Information mapping & Author-developers

Subject: Information mapping & Author-developers
From: geoff-h -at- MTL -dot- FERIC -dot- CA
Date: Thu, 1 May 1997 09:02:47 -0500

John Wilcox wondered <<Weyerhaeuser has recently adopted
Information Mapping as a corporate Best Practice. Have any
of you used it?>>

Haven't used it, but the underlying concepts seem robust.
The main problem with infomapping, based on what I've read,
is the hammer fallacy: "if all you have is a hammer,
everything looks like a nail". Blanket solutions, including
infomapping, _never_ work in all cases, so be prepared to
customize. Most importantly, try to understand the
principles behind infomapping so you'll know where they
apply, where they don't apply, and where you need to extend
them based on your own common sense. This follows another
aphorism: "Give someone a fish and they'll eat for one day;
teach them how to fish and they'll never go hungry."

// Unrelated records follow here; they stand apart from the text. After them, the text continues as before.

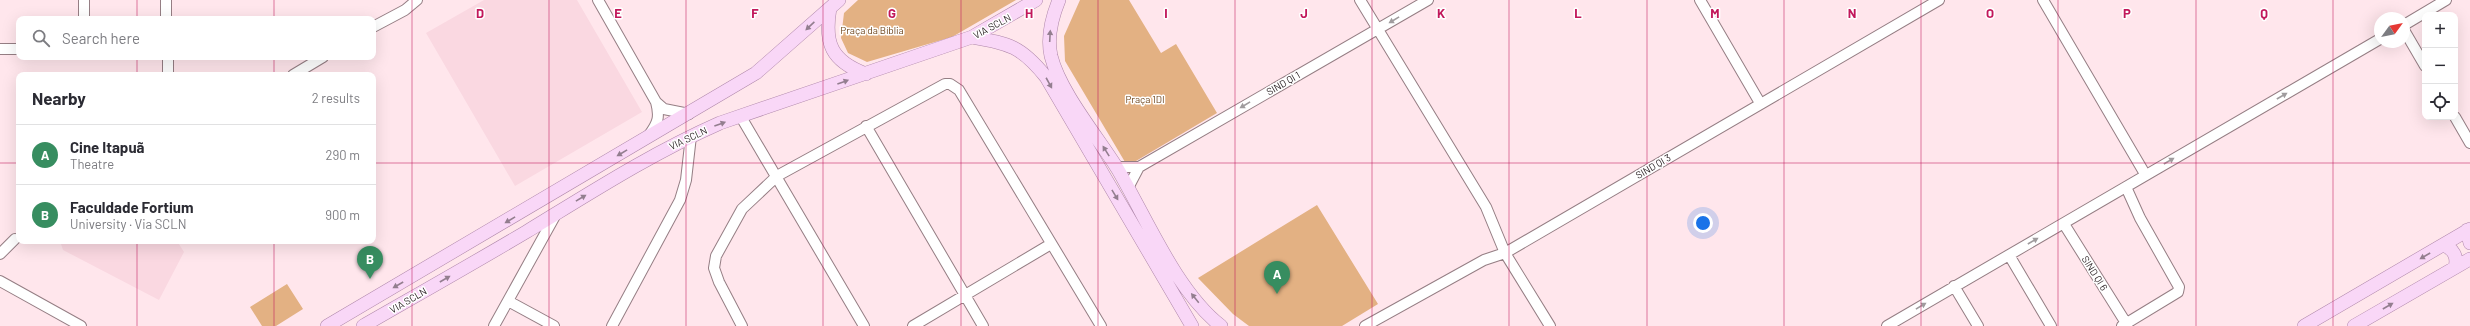 <!DOCTYPE html>
<html lang="en">
<head>
<meta charset="utf-8">
<style>
  body { margin:0; font-family:Barlow,sans-serif; background:#f7f7f7; color:#2b2b33 }
  .controls { position:absolute; right:12px; top:12px; display:grid; overflow:hidden; border-radius:8px; box-shadow:0 4px 16px #0002 }
  .controls button { width:36px; height:36px; display:grid; place-items:center; padding:0; border:0; border-bottom:1px solid #e1e1e2; background:#fff; color:#2b2b33; font:20px sans-serif }
  .compass { position:absolute; left:2374px; top:12px; width:36px; height:36px; border-radius:50%; background:#fff; box-shadow:0 4px 16px #0002; rotate:57deg }
  .you { position:absolute; left:1703px; top:223px; width:14px; height:14px; margin:-10px; border:3px solid #fff; border-radius:50%; background:#1a73e8; box-shadow:0 0 0 6px #1a73e833 }
  .badge { display:grid; place-items:center; width:26px; height:26px; border-radius:50%; background:#378d60; color:#fff; font-size:13px; font-weight:700 }
  .pin { position:absolute; translate:-50% -33px; filter:drop-shadow(0 1px 2px #0008) }
  .pin::after { content:''; position:absolute; top:21px; width:14px; height:12px; background:inherit; clip-path:polygon(0 0,100% 0,50% 100%) }
  .list { margin:0; padding:0; list-style:none }
  h2 { display:flex; justify-content:space-between; align-items:center; height:52px; margin:0; padding:0 16px; font-size:17px }
  h2 small { font-size:13px; font-weight:400; color:#7c7c81 }
  .list li { display:grid; grid-template-columns:26px 1fr auto; gap:12px; align-items:center; box-sizing:border-box; height:60px; padding:0 16px; border-top:1px solid #e1e1e2 }
  .list b { display:block; font-size:15px; white-space:nowrap }
  .list p { margin:0; font-size:13px; white-space:nowrap; color:#7c7c81 }
  .list em { font-size:13px; font-style:normal; color:#7c7c81 }
  .icon { flex:none; width:22px; height:22px; fill:none; stroke:currentColor; stroke-width:2; stroke-linecap:round; stroke-linejoin:round }
  .map { position:relative; flex:none; width:2470px; height:326px; overflow:hidden }
  .search { position:absolute; background:#fff; box-shadow:0 4px 16px #0002; left:16px; top:16px; width:360px; height:44px; display:flex; align-items:center; gap:10px; box-sizing:border-box; padding:0 14px; border-radius:8px; color:#7c7c81; font-size:15px }
  .panel { position:absolute; background:#fff; box-shadow:0 4px 16px #0002; left:16px; top:72px; width:360px; height:172px; border-radius:8px }
  .map>svg:first-child { display:block }
  .built { fill:#fad8e1 }
  .green { fill:#e3b183 }
  .lines { fill:none; stroke-linecap:round; stroke-linejoin:round }
  .minor-casing { stroke:#957e84; stroke-width:12 }
  .major-casing { stroke:#af87aa; stroke-width:14 }
  .minor { stroke:#fff; stroke-width:10 }
  .major { stroke:#f9d7f7; stroke-width:13 }
  .oneway { fill:#a09c9e }
  .oneway2 { fill:#937e8f }
  .grid { fill:none; stroke:#c2185b; stroke-width:1; stroke-opacity:0.55 }
  .labels { text-anchor:middle; dominant-baseline:central; stroke-width:3; stroke-linejoin:round; paint-order:stroke }
  .street-label { font-size:10px; fill:#2d2427; stroke:#fff }
  .park-label { font-size:10px; fill:#70471e; stroke:#fff }
  .grid-label { font-size:13px; text-anchor:middle; font-weight:bold; fill:#c2185b; stroke:#fff; stroke-width:3; stroke-linejoin:round; paint-order:stroke }
</style>
</head>
<body>
<div class="map">
<svg width="2470" height="326" viewBox="0 0 2470 326">
  <rect width="100%" height="100%" fill="#ffe6ec"/>
  <path class="built" d="M484 0H577L642 112 515 186 426 33Z
    M65 241H177L184 252 159 300 63 250 61 244Z"/>
  <path class="green" d="M858 0H1016L952 37 867 62 848 53 841 38 844 13Z
    M1080 0H1129L1161 53 1176 44 1217 113 1136 161 1125 162 1065 61 1064 36Z
    M1317 205 1378 304 1342 326H1249L1233 314 1198 278Z
    M287 284 303 309 276 326H262L250 307Z"/>
  <g class="lines">
    <g class="minor-casing">
      <path id="minor" d="M84 0V19
        M598 0 656 102C660 117 658 123 649 135
        M1360 0 1486 207 1505 253 1550 326
        M1700 0 1760 103
        M2043 0 2145 174
        M166 19V0
        M2404 25 2446 0
        M373 27 405 10 417 0
        M2404 30 2425 66
        M0 49H19
        M168 57V75
        M293 75 323 57
        M656 102 664 109 689 114
        M741 117 864 326
        M2455 117 2470 143
        M866 126 983 326
        M1116 167H1139L1428 0
        M1128 188 1139 167
        M2064 224 2126 323
        M0 254 15 239
        M2009 255 2051 326
        M0 281 81 326
        M1954 286 1978 326
        M508 301 554 326
        M494 326 556 214
        M612 326 680 200 686 180 691 136
        M742 326 719 282 714 268 716 256 742 209 777 176 945 84H950L959 90 1101 326
        M913 326 1051 244
        M1365 326 1484 260 1505 253 1939 0
        M1887 326 2380 39
        M2122 326 2178 292 2179 287 2140 218 2126 187"/>
    </g>
    <g class="major-casing">
      <path id="major" d="M1059 0C1052 17 1047 38 1051 56 1060 92 1097 136 1117 168 1146 217 1176 291 1221 326
        M830 8C824 43 831 61 866 74
        M972 37C1010 44 1021 46 1046 77L1192 326
        M2467 230 2470 243
        M2443 245C2453 248 2458 257 2455 267
        M327 326 756 73 839 0
        M363 326C417 295 472 264 526 232 590 193 652 153 720 123L972 37 1036 0
        M2304 326 2470 229
        M2354 326 2470 259"/>
    </g>
    <use href="#minor" class="minor"/>
    <use href="#major" class="major"/>
  </g>
  <defs><path id="oneway-solid" d="M-6-.8H1V-3.2L6.5 0L1 3.2V.8H-6Z"/></defs>
  <g class="oneway">
    <use href="#oneway-solid" transform="translate(1394 20) rotate(149)"/>
    <use href="#oneway-solid" transform="translate(2282 96) rotate(-30)"/>
    <use href="#oneway-solid" transform="translate(1245 105) rotate(149)"/>
    <use href="#oneway-solid" transform="translate(2169 161) rotate(-30)"/>
    <use href="#oneway-solid" transform="translate(2033 241) rotate(-30)"/>
    <use href="#oneway-solid" transform="translate(1921 306) rotate(-31)"/>
  </g>
  <g class="oneway2">
    <use href="#oneway-solid" transform="translate(810 26) rotate(137)"/>
    <use href="#oneway-solid" transform="translate(1050 36) rotate(-87)"/>
    <use href="#oneway-solid" transform="translate(843 82) rotate(-20)"/>
    <use href="#oneway-solid" transform="translate(1049 83) rotate(61)"/>
    <use href="#oneway-solid" transform="translate(720 124) rotate(-20)"/>
    <use href="#oneway-solid" transform="translate(1106 151) rotate(-122)"/>
    <use href="#oneway-solid" transform="translate(622 153) rotate(149)"/>
    <use href="#oneway-solid" transform="translate(1115 195) rotate(59)"/>
    <use href="#oneway-solid" transform="translate(581 198) rotate(-31)"/>
    <use href="#oneway-solid" transform="translate(510 220) rotate(149)"/>
    <use href="#oneway-solid" transform="translate(2425 256) rotate(150)"/>
    <use href="#oneway-solid" transform="translate(445 279) rotate(-30)"/>
    <use href="#oneway-solid" transform="translate(398 285) rotate(150)"/>
    <use href="#oneway-solid" transform="translate(1195 298) rotate(-129)"/>
    <use href="#oneway-solid" transform="translate(2388 306) rotate(-30)"/>
  </g>
  <path class="grid" d="M137 0V19M274 0V19M412 0V326M549 0V326M686 0V326M823 0V326M961 0V326M1098 0V326M1235 0V326M1372 0V326M1509 0V326M1647 0V326M1784 0V326M1921 0V326M2058 0V326M2196 0V326M2333 0V326M137 57V75M274 57V75M0 163H19M373 163H2470M137 241V326M274 241V326"/>
  <g class="labels">
    <g class="street-label">
      <text transform="translate(992 26) rotate(-28)">VIA SCLN</text>
      <text transform="translate(1283 83) rotate(-30)">SIND QI 1</text>
      <text transform="translate(688 138) rotate(-25)">VIA SCLN</text>
      <text transform="translate(1653 166) rotate(-30)">SIND QI 3</text>
      <text transform="translate(2095 273) rotate(58)">SIND QI 6</text>
      <text transform="translate(408 300) rotate(-30)">VIA SCLN</text>
    </g>
    <g class="park-label">
      <text x="872" y="30">Praça da Bíblia</text>
      <text x="1145" y="99">Praça 1DI</text>
    </g>
  </g>
  <g class="grid-label">
    <text x="480" y="18">D</text>
    <text x="618" y="18">E</text>
    <text x="755" y="18">F</text>
    <text x="892" y="18">G</text>
    <text x="1029" y="18">H</text>
    <text x="1166" y="18">I</text>
    <text x="1304" y="18">J</text>
    <text x="1441" y="18">K</text>
    <text x="1578" y="18">L</text>
    <text x="1715" y="18">M</text>
    <text x="1852" y="18">N</text>
    <text x="1990" y="18">O</text>
    <text x="2127" y="18">P</text>
    <text x="2264" y="18">Q</text>
  </g>
</svg>
<div class="controls">
<button>+</button>
<button>−</button>
<button><svg class="icon" aria-label="locate" viewBox="0 0 24 24"><circle cx="12" cy="12" r="6"/><path d="M12 2v4M12 18v4M2 12h4M18 12h4"/></svg></button>
</div>
<svg class="compass" viewBox="-18 -18 36 36"><path d="M0-13l5 13h-10z" fill="#e53935"/><path d="M0 13l5-13h-10z" fill="#7c7c81"/></svg>
<div class="you"></div>
<div class="pin badge" style="left:1277px;top:294px">A</div>
<div class="pin badge" style="left:370px;top:279px">B</div>
<div class="search"><svg class="icon" aria-label="search" viewBox="0 0 24 24"><circle cx="10" cy="10" r="6"/><path d="M15 15l6 6"/></svg>Search here</div>
<section class="panel">
<h2>Nearby<small>2 results</small></h2>
<ul class="list">
<li><span class="badge">A</span><div><b>Cine Itapuã</b><p>Theatre</p></div><em>290 m</em></li>
<li><span class="badge">B</span><div><b>Faculdade Fortium</b><p>University · Via SCLN</p></div><em>900 m</em></li>
</ul>
</section>
</div>
</body>
</html>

<<Have any of you ever encountered a developer who wanted
to take over the documentation? ...Basically, it looks like
I might have to teach developers the idiosyncrasies of
publishing, with Word no less!>>

Sounds like the traditional recipe for disaster, if you ask
me. I definitely _won't_ start the "engineers (developers,
foresters, etc. etc.) make lousy writers" thread again,
because it's offensive, an overgeneralisation, and
irrelevant. What's far more important is that maybe 1 in
100 engineers write as well as they engineer, and the ones
who write _better_ than they engineer usually become
techwhirlers after a while. (General rule of human skills:
Each of us is very good at something, less good at several
other things, and downright awful at something else.) That
being the case, use them for what they're best at doing:
engineering.

Given the hell that the forest industry has gone through
the past decade, I seriously doubt your developers are
underemployed... more likely, they're barely able to keep
up with their workload. That being the case, why add duties
that will take them away from doing the work they were
hired to do? Also note the training costs: I've seen
courses that range from $100 to $200 per day for basic Word
training. How much is this actually going to cost? How
about ongoing support costs? A very big, very squirmy can
of worms to open...

--Geoff Hart @8^{)} geoff-h -at- mtl -dot- feric -dot- ca
Disclaimer: Speaking for myself, not FERIC.